**TASK REQUIREMENTS:**
Search the data for the string "read" and gather each line it is in.

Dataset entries
━━━━━━
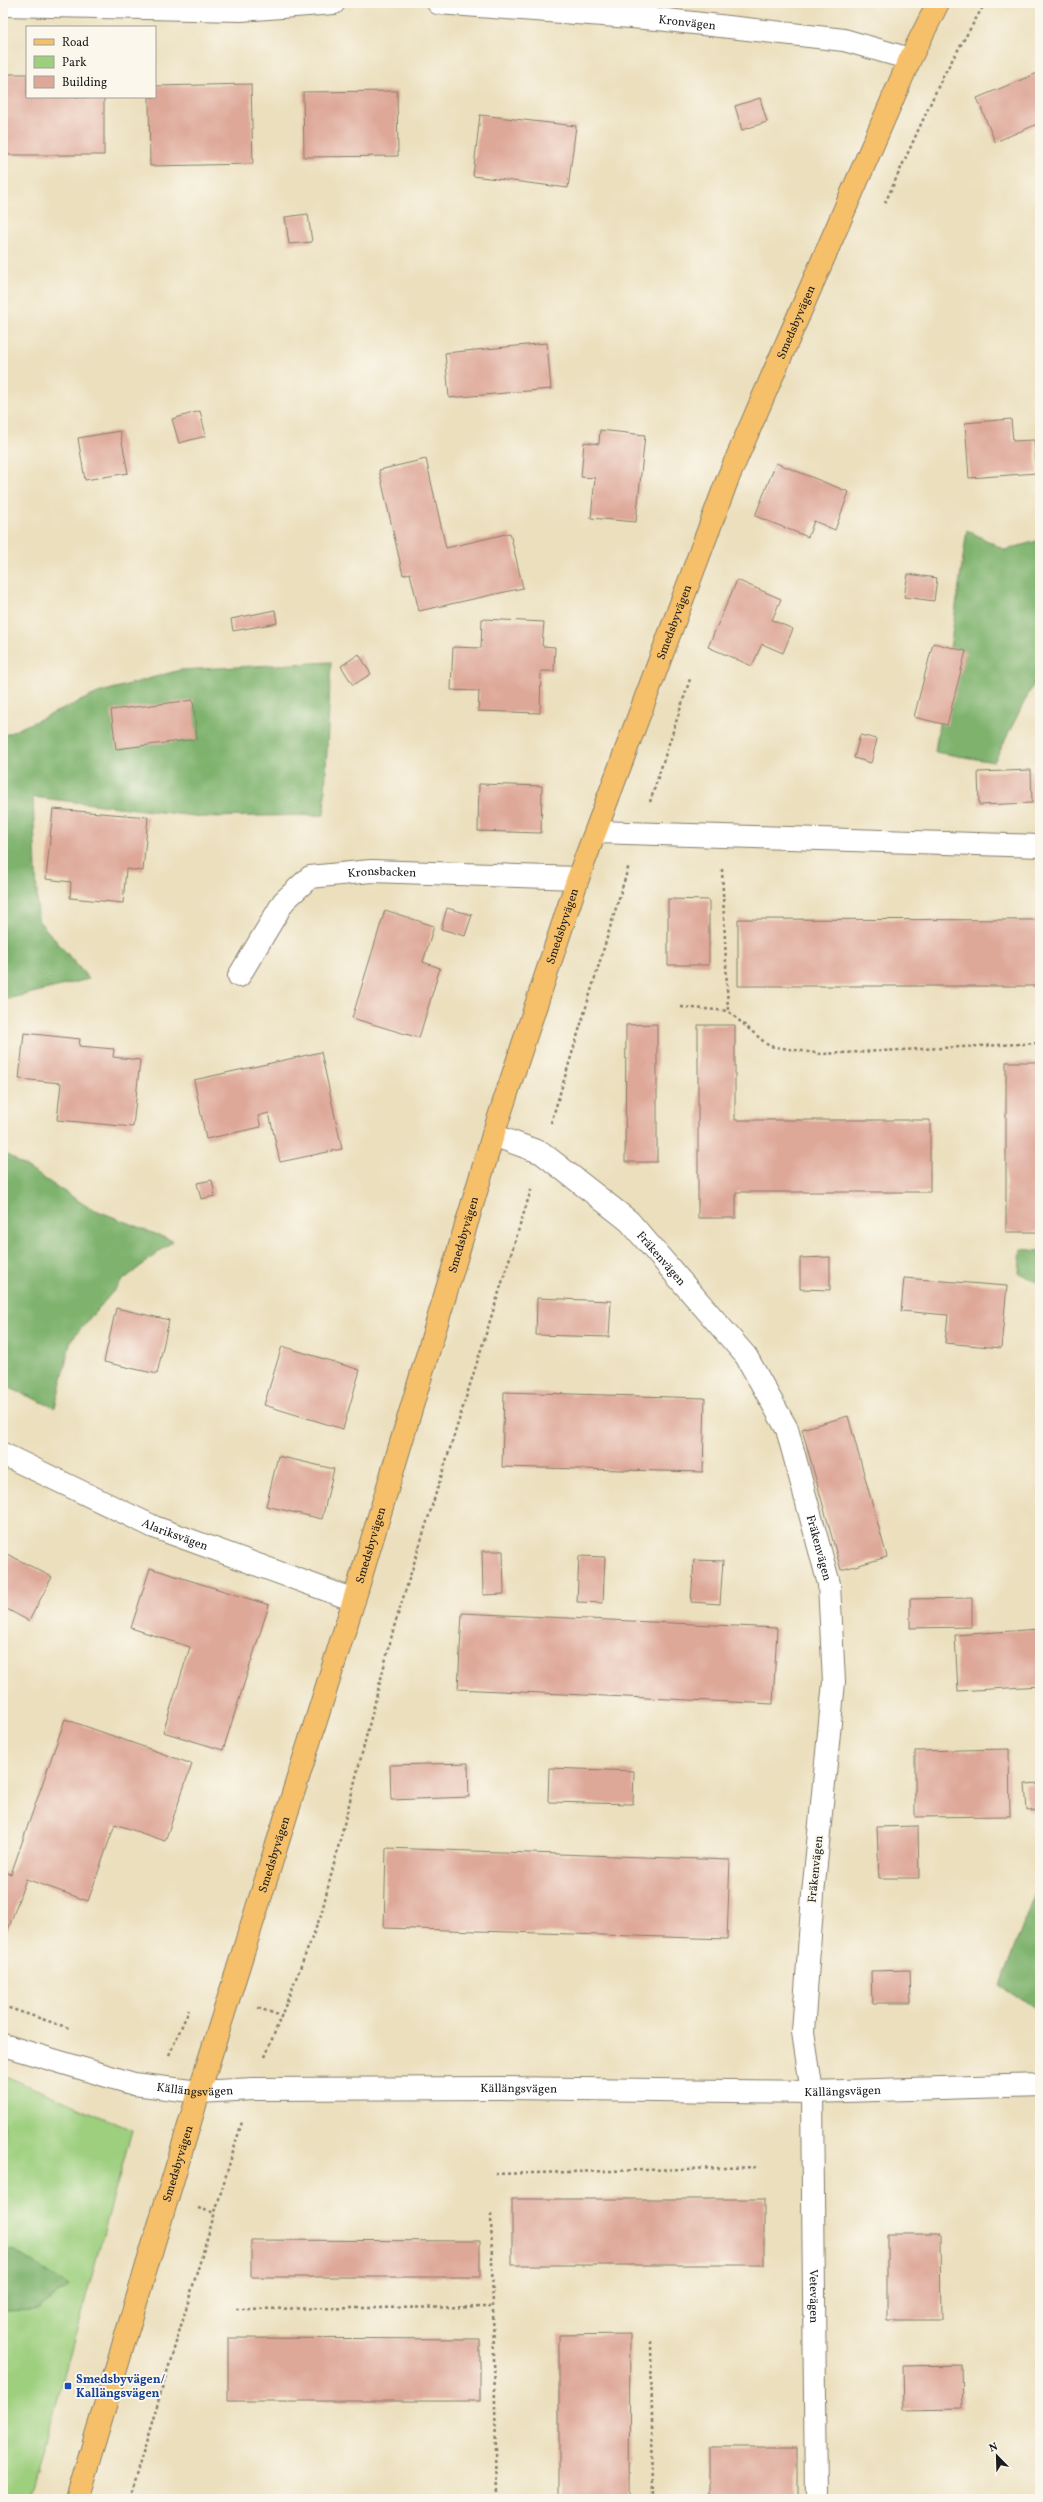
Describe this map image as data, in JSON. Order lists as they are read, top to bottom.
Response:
{
  "streets": {
    "main road": ["Smedsbyvägen"],
    "street": [
      "Kronvägen",
      "Kronsbacken",
      "Fräkenvägen",
      "Alariksvägen",
      "Källängsvägen",
      "Vetevägen"
    ]
  },
  "crossings": [
    ["Kronvägen", "Smedsbyvägen"],
    ["Smedsbyvägen", "Kronsbacken"],
    ["Smedsbyvägen", "Fräkenvägen"],
    ["Smedsbyvägen", "Alariksvägen"],
    ["Smedsbyvägen", "Källängsvägen"],
    ["Fräkenvägen", "Källängsvägen"],
    ["Fräkenvägen", "Vetevägen"],
    ["Källängsvägen", "Vetevägen"]
  ],
  "places": {
    "transit": ["Smedsbyvägen/ Kallängsvägen"]
  },
  "legend": ["Road", "Park", "Building"],
  "north": "top left"
}
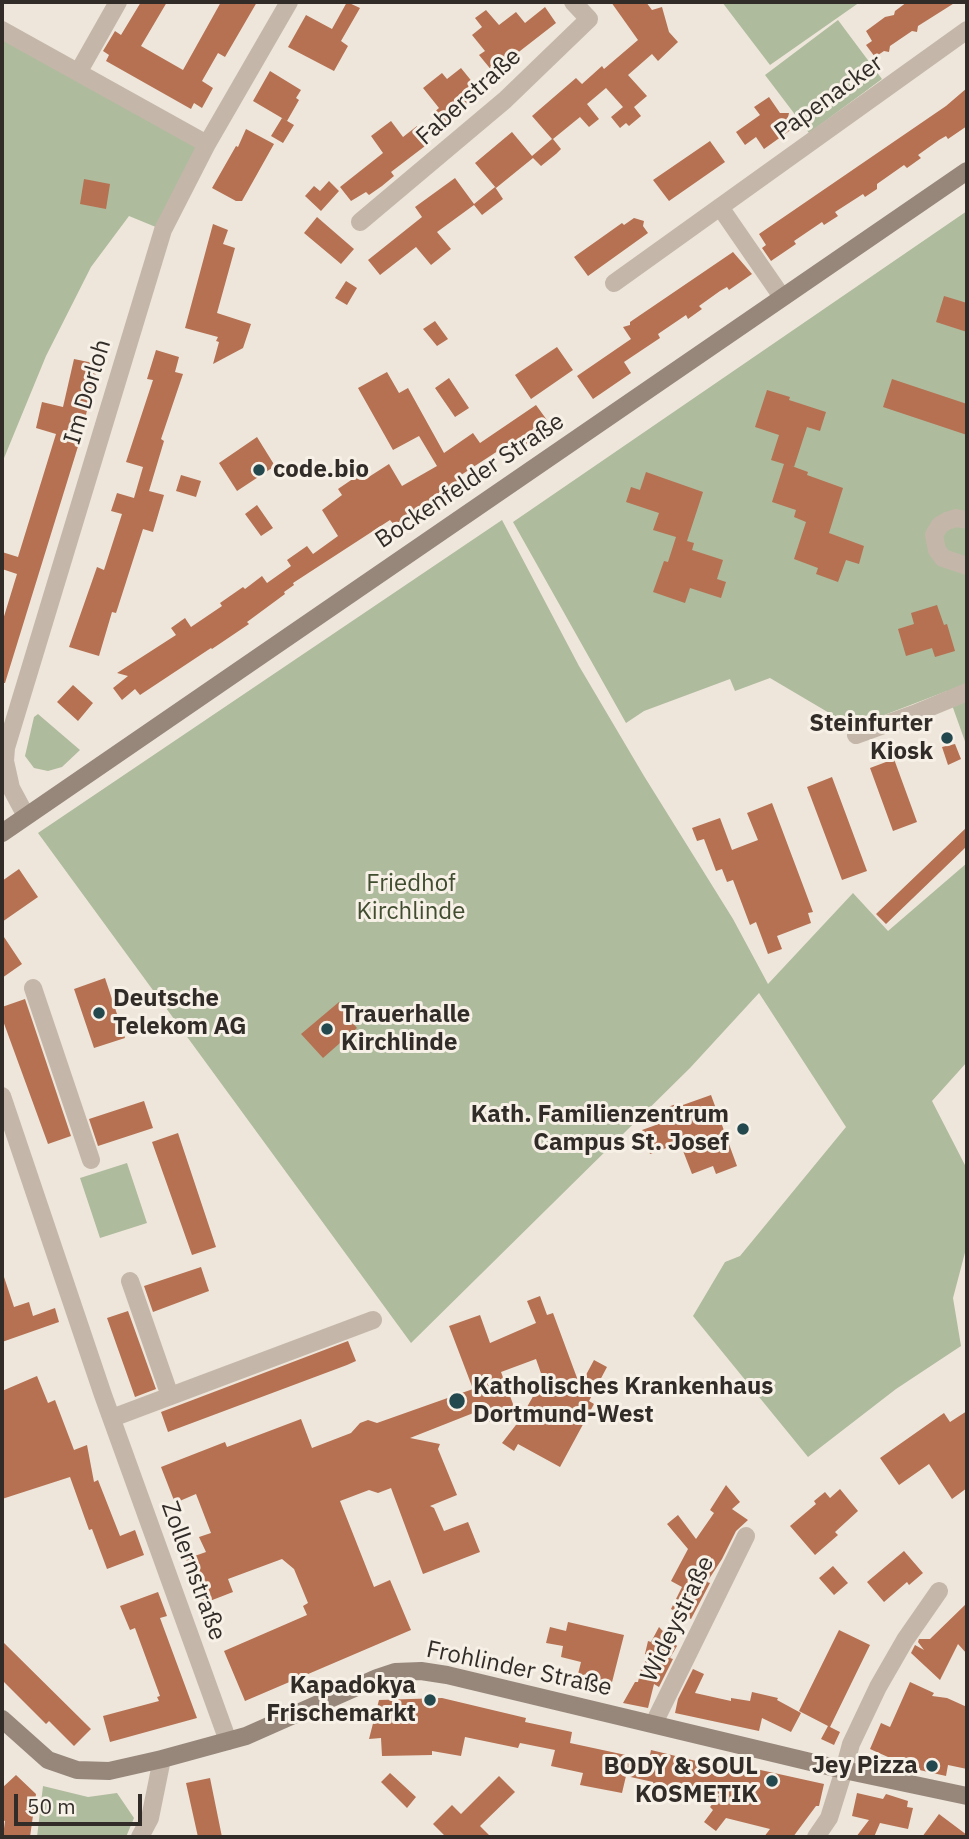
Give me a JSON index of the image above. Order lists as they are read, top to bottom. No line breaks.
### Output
{"streets":{"main road":["Bockenfelder Straße","Frohlinder Straße"],"street":["Faberstraße","Papenacker","Im Dorloh","Zollernstraße","Wideystraße"]},"crossings":[["Im Dorloh","Bockenfelder Straße"],["Zollernstraße","Frohlinder Straße"],["Wideystraße","Frohlinder Straße"]],"parks":["Friedhof Kirchlinde"],"places":["code.bio","Steinfurter Kiosk","Deutsche Telekom AG","Trauerhalle Kirchlinde","Kath. Familienzentrum Campus St. Josef","Katholisches Krankenhaus Dortmund-West","Kapadokya Frischemarkt","Jey Pizza","BODY & SOUL KOSMETIK"],"scale_bar":"50 m"}
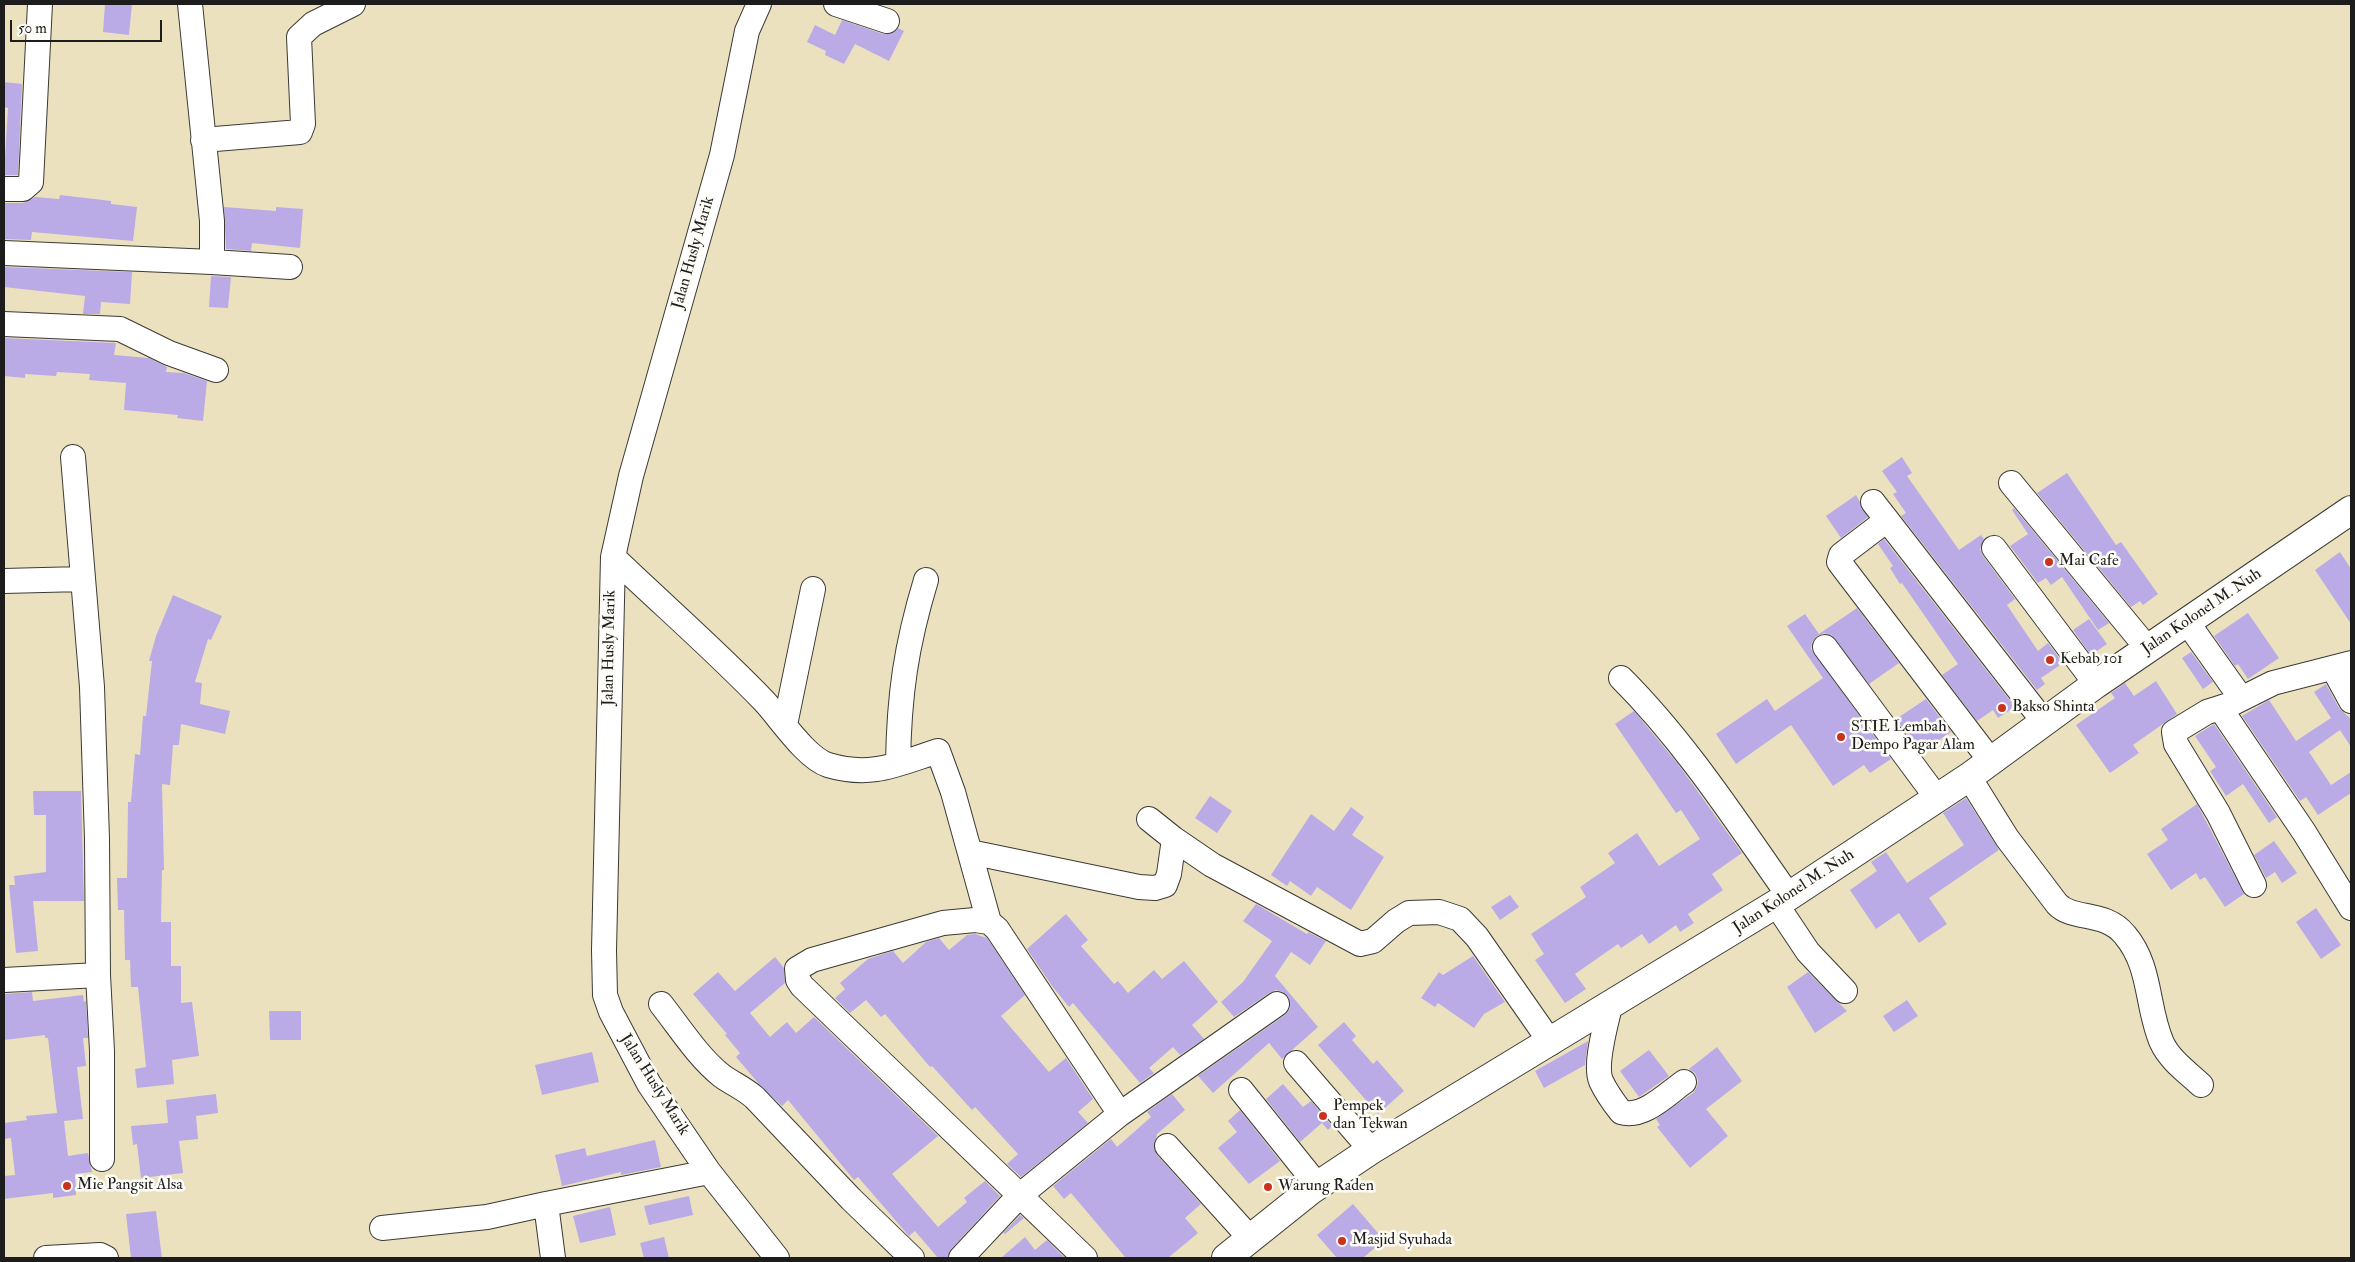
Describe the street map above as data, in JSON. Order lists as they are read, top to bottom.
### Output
{
  "streets": {
    "main road": ["Jalan Kolonel M. Nuh"],
    "street": ["Jalan Husly Marik"]
  },
  "places": [
    "Mai Cafe",
    "Kebab 101",
    "Bakso Shinta",
    "STIE Lembah Dempo Pagar Alam",
    "Pempek dan Tekwan",
    "Mie Pangsit Alsa",
    "Warung Raden",
    "Masjid Syuhada"
  ],
  "scale_bar": "50 m"
}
━━━━━━
**RESPONSE BELOW:**
Describe this map image as data, in JSON. Order lists as they are read, top to bottom.
Give me a JSON index of the image above. Order lists as they are read, top to bottom. No line breaks.
Describe the street map above as data, in JSON. Order lists as they are read, top to bottom.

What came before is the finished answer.